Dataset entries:
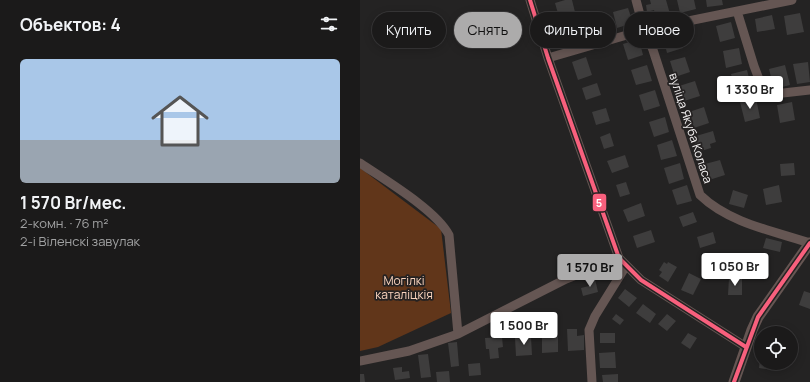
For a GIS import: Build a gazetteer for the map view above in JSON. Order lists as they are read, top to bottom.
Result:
{
  "streets": {
    "street": ["вуліца Якуба Коласа"]
  },
  "parks": ["Могілкі каталіцкія"],
  "lines": ["transit line 5"],
  "page": {
    "heading": "Объектов: 4",
    "chip": [
      "Купить",
      "Снять",
      "Фильтры",
      "Новое"
    ],
    "list": [
      {
        "name": "1 570 Br/мес.",
        "note": "2-комн. · 76 m² · 2-і Віленскі завулак"
      }
    ],
    "price": [
      "1 330 Br",
      "1 050 Br",
      "1 570 Br",
      "1 500 Br"
    ]
  }
}
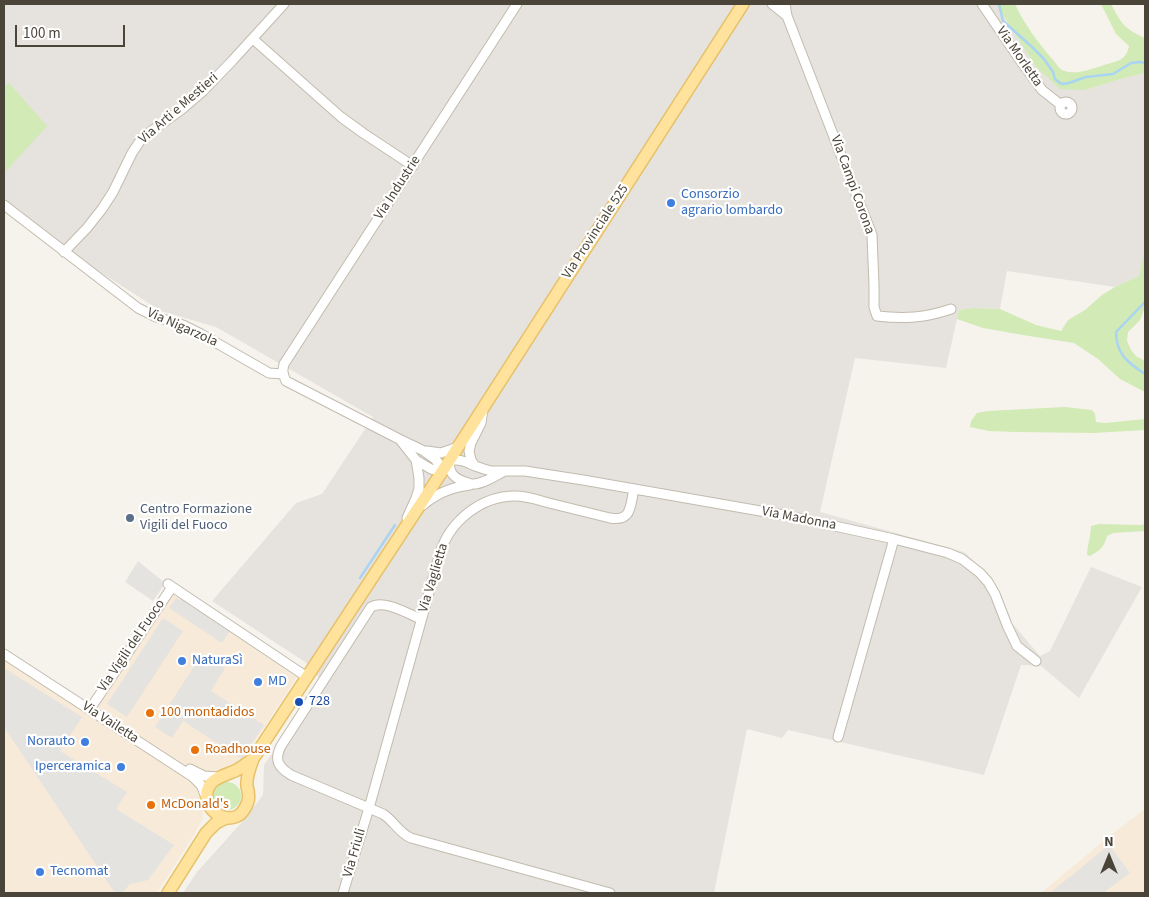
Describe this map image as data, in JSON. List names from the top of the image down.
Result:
{
  "streets": {
    "main road": ["Via Provinciale 525"],
    "street": [
      "Via Morletta",
      "Via Arti e Mestieri",
      "Via Campi Corona",
      "Via Industrie",
      "Via Nigarzola",
      "Via Madonna",
      "Via Vaglietta",
      "Via Vigili del Fuoco",
      "Via Vailetta",
      "Via Friuli"
    ]
  },
  "crossings": [
    ["Via Arti e Mestieri", "Via Nigarzola"],
    ["Via Industrie", "Via Nigarzola"],
    ["Via Provinciale 525", "Via Nigarzola"],
    ["Via Provinciale 525", "Via Madonna"],
    ["Via Provinciale 525", "Via Vigili del Fuoco"],
    ["Via Nigarzola", "Via Madonna"],
    ["Via Madonna", "Via Vaglietta"],
    ["Via Vaglietta", "Via Friuli"],
    ["Via Vigili del Fuoco", "Via Vailetta"]
  ],
  "places": [
    "Consorzio agrario lombardo",
    "Centro Formazione Vigili del Fuoco",
    "NaturaSì",
    "MD",
    "728",
    "100 montadidos",
    "Norauto",
    "Roadhouse",
    "Iperceramica",
    "McDonald's",
    "Tecnomat"
  ],
  "scale_bar": "100 m",
  "north": "top"
}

_Prompt_
Only the pictures are to be left out, and all of the data must otherwise be transcribed exactly.

_Final answer_
For a GIS import: Build a gazetteer for the map view above in JSON. Order lists as they are read, top to bottom.
Result:
{
  "streets": {
    "street": ["вуліца Якуба Коласа"]
  },
  "parks": ["Могілкі каталіцкія"],
  "lines": ["transit line 5"],
  "page": {
    "heading": "Объектов: 4",
    "chip": [
      "Купить",
      "Снять",
      "Фильтры",
      "Новое"
    ],
    "list": [
      {
        "name": "1 570 Br/мес.",
        "note": "2-комн. · 76 m² · 2-і Віленскі завулак"
      }
    ],
    "price": [
      "1 330 Br",
      "1 050 Br",
      "1 570 Br",
      "1 500 Br"
    ]
  }
}
Describe this map image as data, in JSON. List names from the top of the image down.
Result:
{
  "streets": {
    "main road": ["Via Provinciale 525"],
    "street": [
      "Via Morletta",
      "Via Arti e Mestieri",
      "Via Campi Corona",
      "Via Industrie",
      "Via Nigarzola",
      "Via Madonna",
      "Via Vaglietta",
      "Via Vigili del Fuoco",
      "Via Vailetta",
      "Via Friuli"
    ]
  },
  "crossings": [
    ["Via Arti e Mestieri", "Via Nigarzola"],
    ["Via Industrie", "Via Nigarzola"],
    ["Via Provinciale 525", "Via Nigarzola"],
    ["Via Provinciale 525", "Via Madonna"],
    ["Via Provinciale 525", "Via Vigili del Fuoco"],
    ["Via Nigarzola", "Via Madonna"],
    ["Via Madonna", "Via Vaglietta"],
    ["Via Vaglietta", "Via Friuli"],
    ["Via Vigili del Fuoco", "Via Vailetta"]
  ],
  "places": [
    "Consorzio agrario lombardo",
    "Centro Formazione Vigili del Fuoco",
    "NaturaSì",
    "MD",
    "728",
    "100 montadidos",
    "Norauto",
    "Roadhouse",
    "Iperceramica",
    "McDonald's",
    "Tecnomat"
  ],
  "scale_bar": "100 m",
  "north": "top"
}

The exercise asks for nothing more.